Print the data below verbatim, minus images.

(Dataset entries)
..........
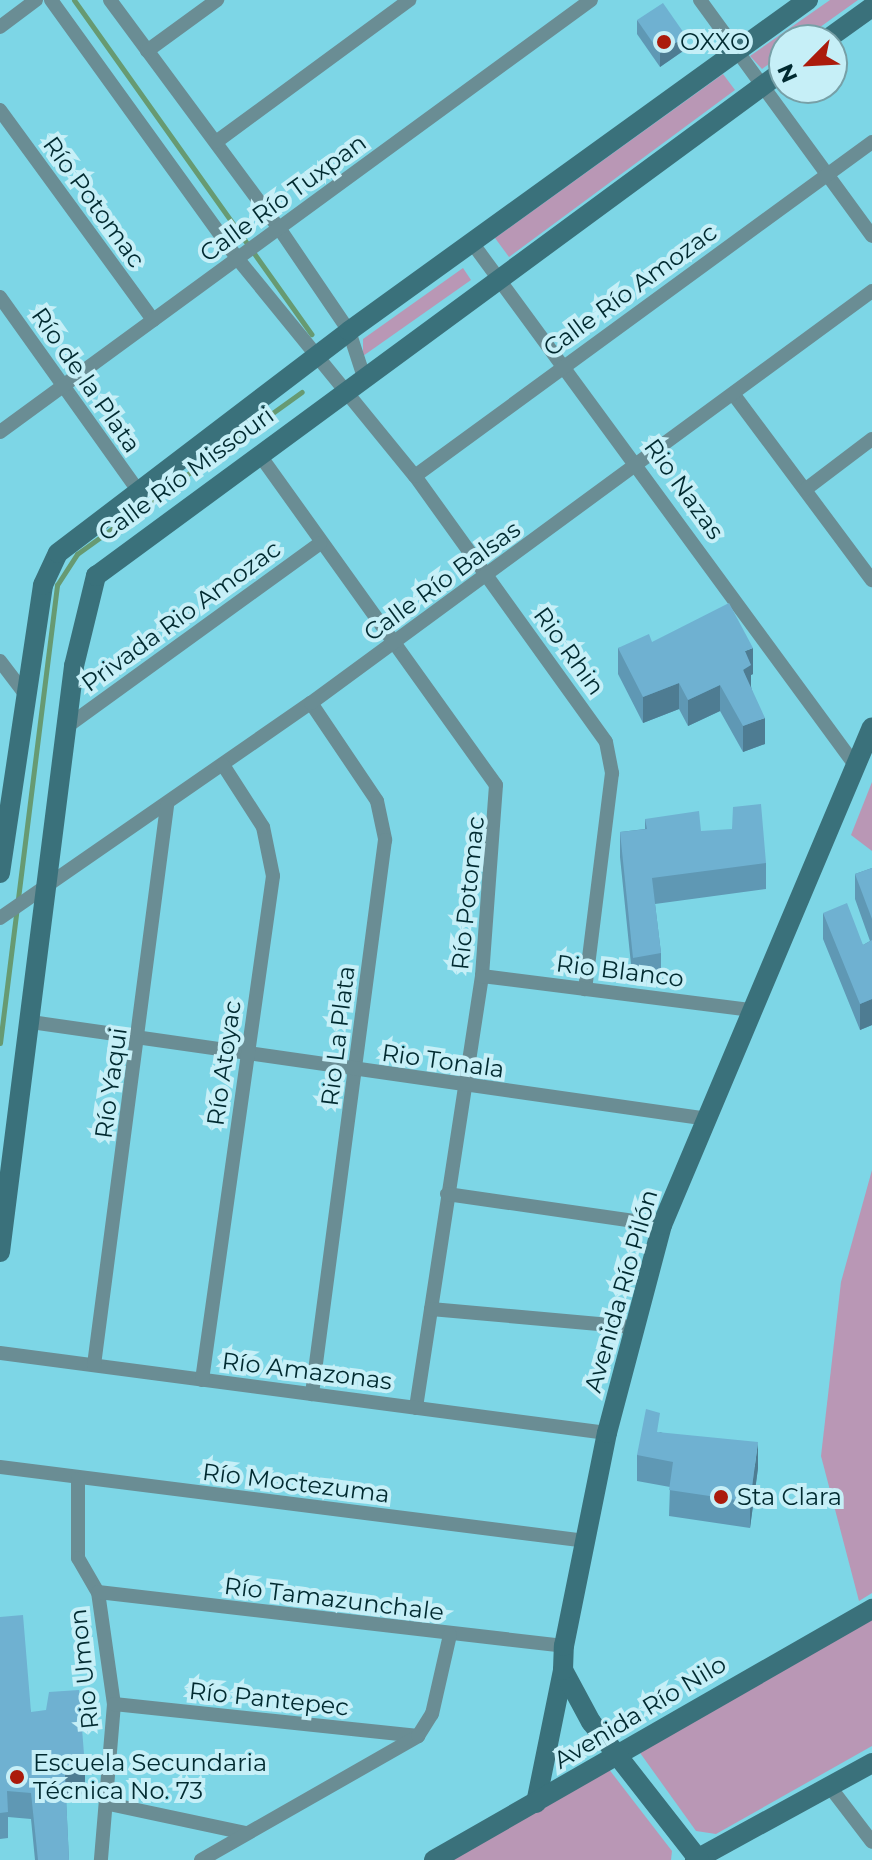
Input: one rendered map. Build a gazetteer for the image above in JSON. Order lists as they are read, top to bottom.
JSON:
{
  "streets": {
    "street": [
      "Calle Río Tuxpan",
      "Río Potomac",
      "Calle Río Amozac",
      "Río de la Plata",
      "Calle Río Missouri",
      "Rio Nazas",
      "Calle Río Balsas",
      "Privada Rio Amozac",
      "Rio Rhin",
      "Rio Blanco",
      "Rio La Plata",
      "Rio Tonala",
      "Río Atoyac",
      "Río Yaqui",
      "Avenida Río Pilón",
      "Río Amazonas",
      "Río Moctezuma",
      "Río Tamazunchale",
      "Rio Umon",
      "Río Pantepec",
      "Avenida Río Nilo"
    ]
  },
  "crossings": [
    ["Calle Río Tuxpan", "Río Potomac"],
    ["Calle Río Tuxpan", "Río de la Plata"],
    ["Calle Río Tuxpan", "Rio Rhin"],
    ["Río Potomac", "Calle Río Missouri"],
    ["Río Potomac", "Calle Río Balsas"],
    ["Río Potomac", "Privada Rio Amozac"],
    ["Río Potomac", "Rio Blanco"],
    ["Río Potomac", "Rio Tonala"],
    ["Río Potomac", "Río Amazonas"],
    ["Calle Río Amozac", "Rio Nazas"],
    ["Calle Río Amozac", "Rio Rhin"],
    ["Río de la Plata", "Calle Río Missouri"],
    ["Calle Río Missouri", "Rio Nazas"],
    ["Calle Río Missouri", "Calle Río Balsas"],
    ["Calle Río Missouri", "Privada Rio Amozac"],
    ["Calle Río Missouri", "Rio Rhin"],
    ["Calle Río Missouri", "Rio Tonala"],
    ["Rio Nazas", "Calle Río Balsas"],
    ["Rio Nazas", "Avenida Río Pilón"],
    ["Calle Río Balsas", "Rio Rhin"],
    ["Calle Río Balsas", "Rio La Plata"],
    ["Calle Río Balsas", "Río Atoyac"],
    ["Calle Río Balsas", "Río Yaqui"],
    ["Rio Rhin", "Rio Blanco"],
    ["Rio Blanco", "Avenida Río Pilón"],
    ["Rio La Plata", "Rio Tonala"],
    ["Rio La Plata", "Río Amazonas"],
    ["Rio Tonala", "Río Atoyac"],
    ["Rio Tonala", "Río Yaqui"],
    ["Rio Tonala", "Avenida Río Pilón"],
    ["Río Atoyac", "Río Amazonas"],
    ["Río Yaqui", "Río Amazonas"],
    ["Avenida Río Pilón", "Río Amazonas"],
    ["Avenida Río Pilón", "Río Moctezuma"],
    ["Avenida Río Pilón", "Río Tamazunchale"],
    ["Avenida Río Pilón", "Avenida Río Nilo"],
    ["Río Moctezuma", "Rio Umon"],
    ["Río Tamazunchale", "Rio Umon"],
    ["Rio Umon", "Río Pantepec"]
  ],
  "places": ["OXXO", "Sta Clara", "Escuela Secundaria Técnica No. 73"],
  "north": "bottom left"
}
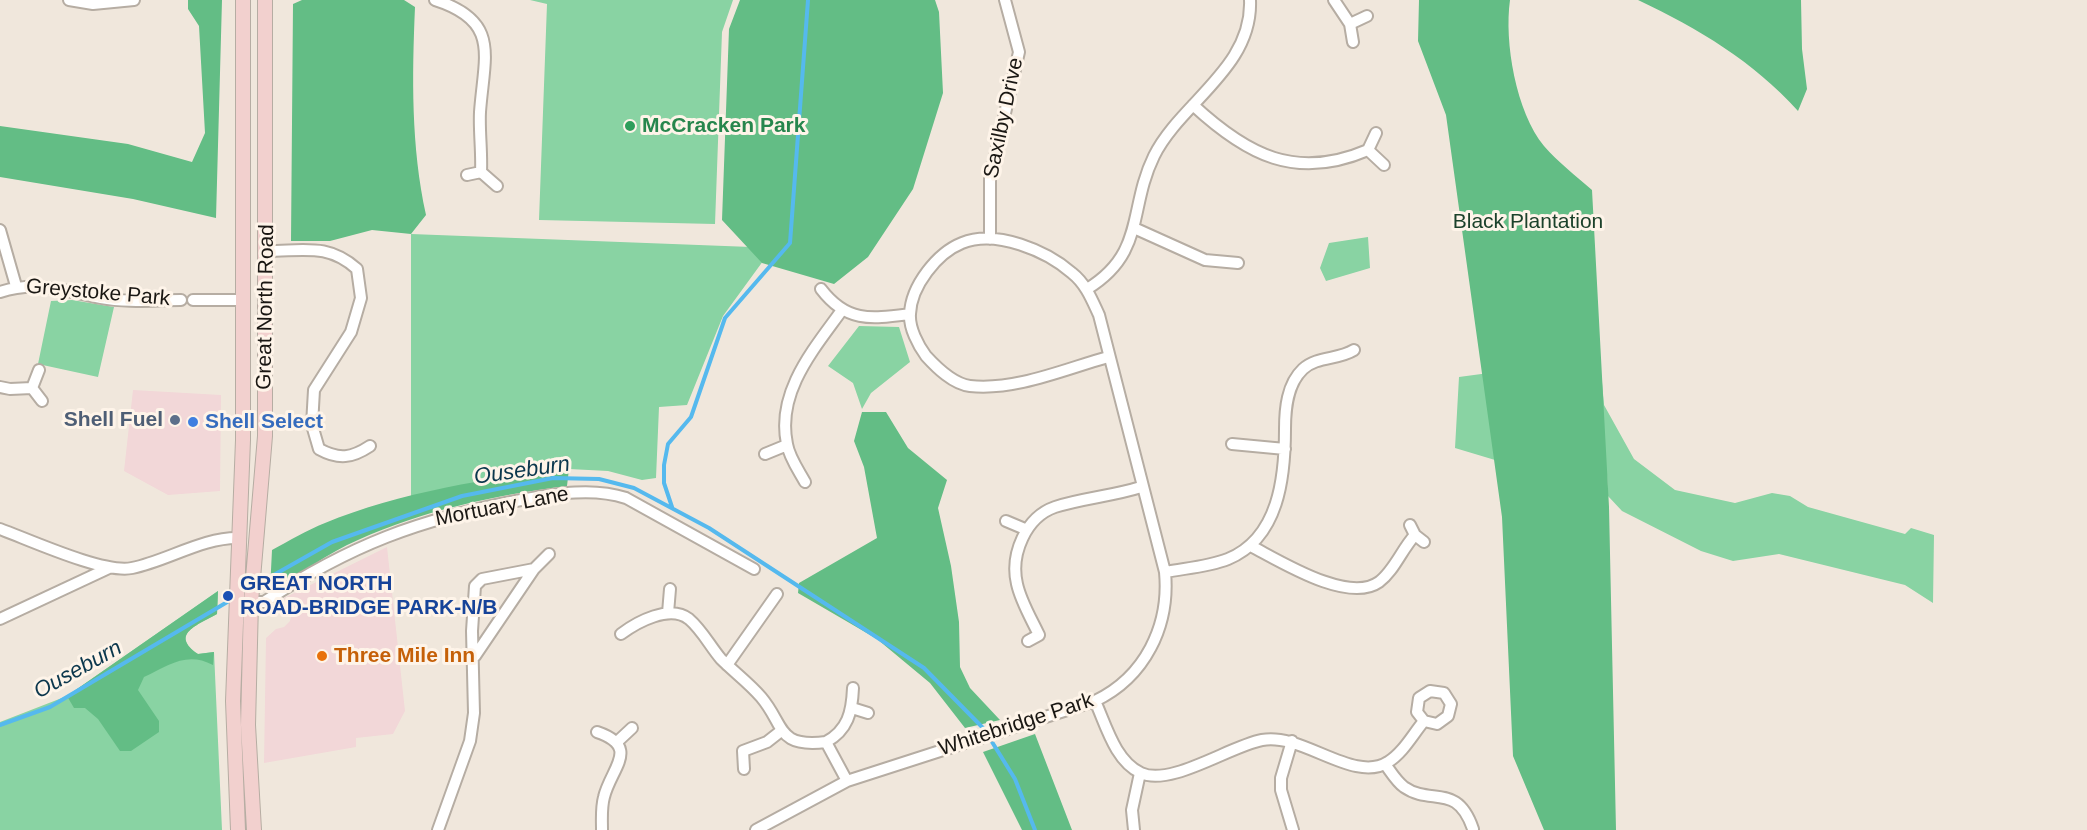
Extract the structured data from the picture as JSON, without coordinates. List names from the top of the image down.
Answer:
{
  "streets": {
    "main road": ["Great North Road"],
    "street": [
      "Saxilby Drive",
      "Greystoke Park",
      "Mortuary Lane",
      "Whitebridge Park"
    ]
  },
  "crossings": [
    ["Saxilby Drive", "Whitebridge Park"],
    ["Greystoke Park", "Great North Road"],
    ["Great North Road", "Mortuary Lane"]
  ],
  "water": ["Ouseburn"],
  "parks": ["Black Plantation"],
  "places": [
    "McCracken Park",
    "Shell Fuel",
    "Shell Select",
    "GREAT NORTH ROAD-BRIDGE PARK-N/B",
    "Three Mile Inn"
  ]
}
..........
Exercise result:
Input: one rendered map. Build a gazetteer for the image above in JSON. Order lists as they are read, top to bottom.
JSON:
{
  "streets": {
    "street": [
      "Calle Río Tuxpan",
      "Río Potomac",
      "Calle Río Amozac",
      "Río de la Plata",
      "Calle Río Missouri",
      "Rio Nazas",
      "Calle Río Balsas",
      "Privada Rio Amozac",
      "Rio Rhin",
      "Rio Blanco",
      "Rio La Plata",
      "Rio Tonala",
      "Río Atoyac",
      "Río Yaqui",
      "Avenida Río Pilón",
      "Río Amazonas",
      "Río Moctezuma",
      "Río Tamazunchale",
      "Rio Umon",
      "Río Pantepec",
      "Avenida Río Nilo"
    ]
  },
  "crossings": [
    ["Calle Río Tuxpan", "Río Potomac"],
    ["Calle Río Tuxpan", "Río de la Plata"],
    ["Calle Río Tuxpan", "Rio Rhin"],
    ["Río Potomac", "Calle Río Missouri"],
    ["Río Potomac", "Calle Río Balsas"],
    ["Río Potomac", "Privada Rio Amozac"],
    ["Río Potomac", "Rio Blanco"],
    ["Río Potomac", "Rio Tonala"],
    ["Río Potomac", "Río Amazonas"],
    ["Calle Río Amozac", "Rio Nazas"],
    ["Calle Río Amozac", "Rio Rhin"],
    ["Río de la Plata", "Calle Río Missouri"],
    ["Calle Río Missouri", "Rio Nazas"],
    ["Calle Río Missouri", "Calle Río Balsas"],
    ["Calle Río Missouri", "Privada Rio Amozac"],
    ["Calle Río Missouri", "Rio Rhin"],
    ["Calle Río Missouri", "Rio Tonala"],
    ["Rio Nazas", "Calle Río Balsas"],
    ["Rio Nazas", "Avenida Río Pilón"],
    ["Calle Río Balsas", "Rio Rhin"],
    ["Calle Río Balsas", "Rio La Plata"],
    ["Calle Río Balsas", "Río Atoyac"],
    ["Calle Río Balsas", "Río Yaqui"],
    ["Rio Rhin", "Rio Blanco"],
    ["Rio Blanco", "Avenida Río Pilón"],
    ["Rio La Plata", "Rio Tonala"],
    ["Rio La Plata", "Río Amazonas"],
    ["Rio Tonala", "Río Atoyac"],
    ["Rio Tonala", "Río Yaqui"],
    ["Rio Tonala", "Avenida Río Pilón"],
    ["Río Atoyac", "Río Amazonas"],
    ["Río Yaqui", "Río Amazonas"],
    ["Avenida Río Pilón", "Río Amazonas"],
    ["Avenida Río Pilón", "Río Moctezuma"],
    ["Avenida Río Pilón", "Río Tamazunchale"],
    ["Avenida Río Pilón", "Avenida Río Nilo"],
    ["Río Moctezuma", "Rio Umon"],
    ["Río Tamazunchale", "Rio Umon"],
    ["Rio Umon", "Río Pantepec"]
  ],
  "places": ["OXXO", "Sta Clara", "Escuela Secundaria Técnica No. 73"],
  "north": "bottom left"
}
Extract the structured data from the picture as JSON, without coordinates. List names from the top of the image down.
Answer:
{
  "streets": {
    "main road": ["Great North Road"],
    "street": [
      "Saxilby Drive",
      "Greystoke Park",
      "Mortuary Lane",
      "Whitebridge Park"
    ]
  },
  "crossings": [
    ["Saxilby Drive", "Whitebridge Park"],
    ["Greystoke Park", "Great North Road"],
    ["Great North Road", "Mortuary Lane"]
  ],
  "water": ["Ouseburn"],
  "parks": ["Black Plantation"],
  "places": [
    "McCracken Park",
    "Shell Fuel",
    "Shell Select",
    "GREAT NORTH ROAD-BRIDGE PARK-N/B",
    "Three Mile Inn"
  ]
}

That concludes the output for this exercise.